§ Material supplied
++++

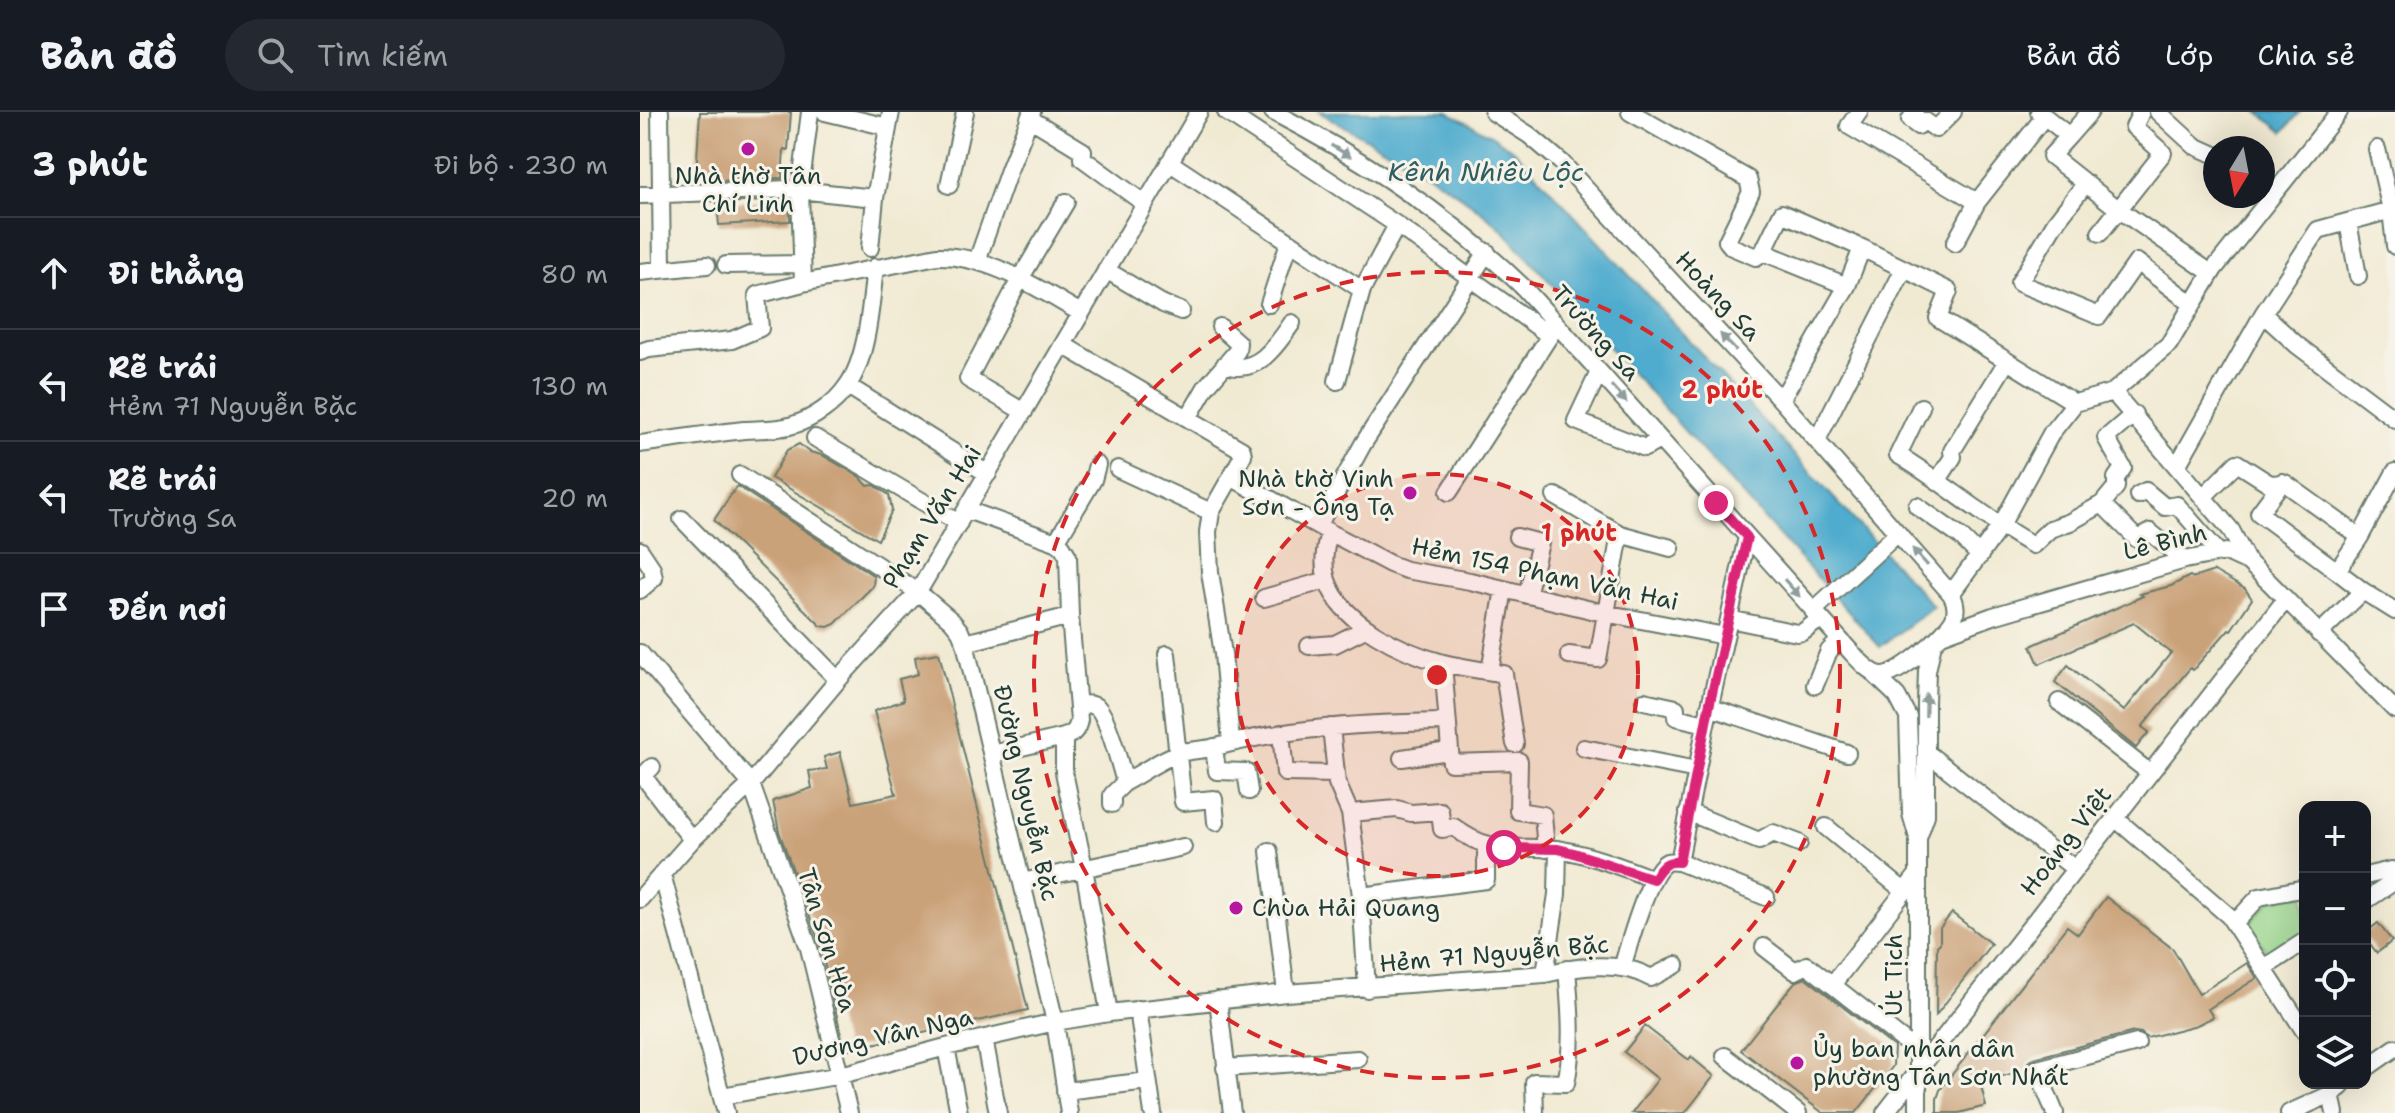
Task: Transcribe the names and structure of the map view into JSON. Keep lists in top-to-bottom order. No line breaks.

++++

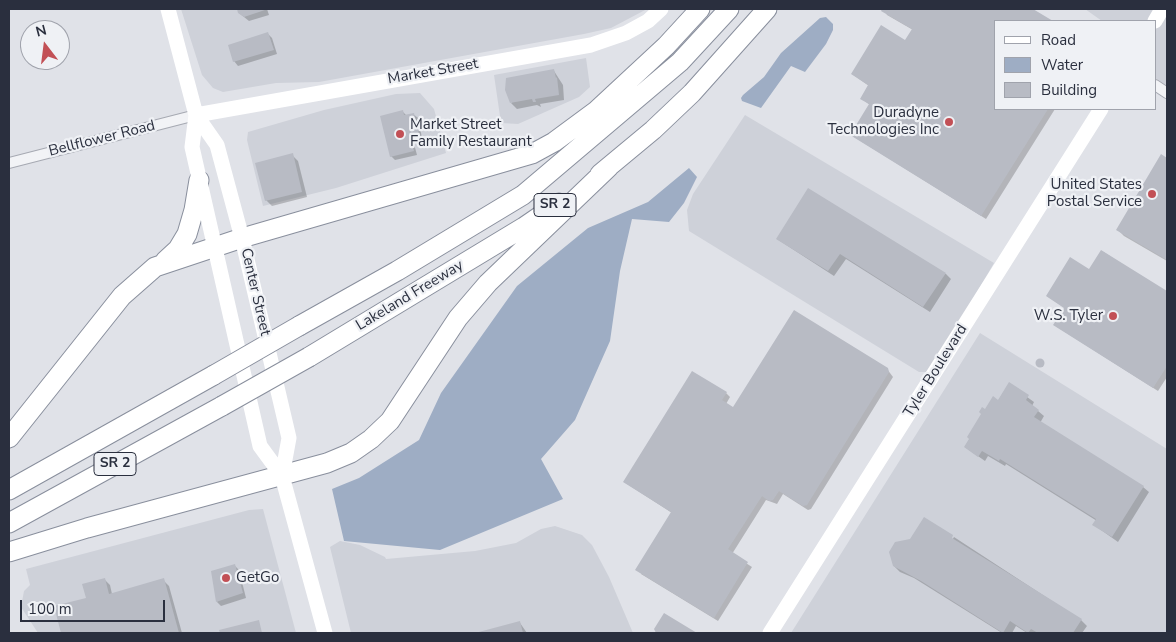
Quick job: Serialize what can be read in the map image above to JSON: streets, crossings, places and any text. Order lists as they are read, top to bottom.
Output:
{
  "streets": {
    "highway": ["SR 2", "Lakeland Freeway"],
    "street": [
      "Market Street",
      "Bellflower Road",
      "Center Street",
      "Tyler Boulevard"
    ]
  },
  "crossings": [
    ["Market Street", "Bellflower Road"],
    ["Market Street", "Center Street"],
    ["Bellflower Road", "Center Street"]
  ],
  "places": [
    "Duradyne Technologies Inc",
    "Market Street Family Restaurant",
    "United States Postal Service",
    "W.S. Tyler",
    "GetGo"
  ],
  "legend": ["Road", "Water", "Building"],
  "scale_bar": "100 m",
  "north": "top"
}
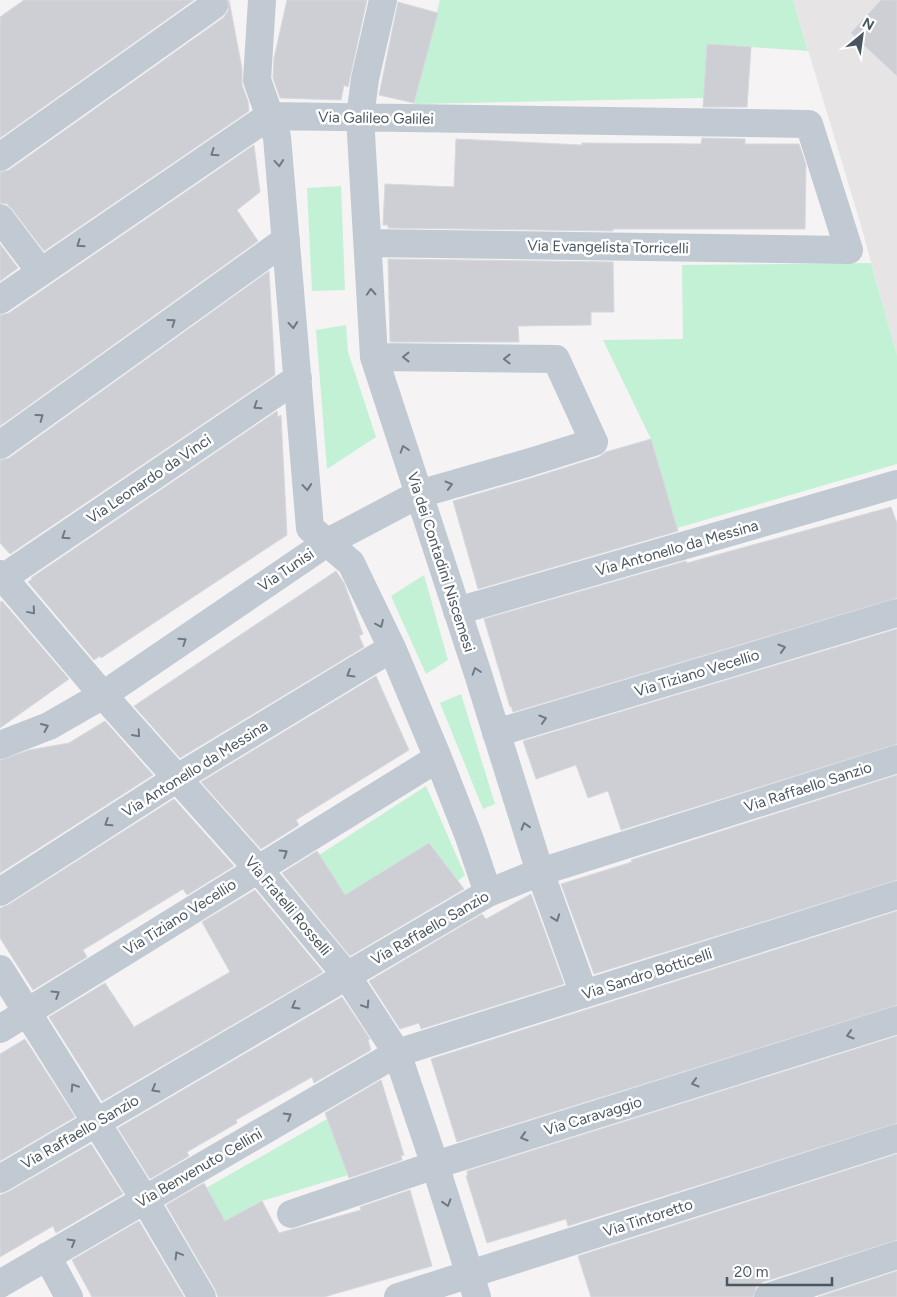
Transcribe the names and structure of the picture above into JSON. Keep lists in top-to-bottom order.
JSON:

++++

§ Exercise prompt
Lines with "names": find them in the data and copy each one.

§ Result of the task
Task: Transcribe the names and structure of the map view into JSON. Keep lists in top-to-bottom order. No line breaks.
Transcribe the names and structure of the picture above into JSON. Keep lists in top-to-bottom order.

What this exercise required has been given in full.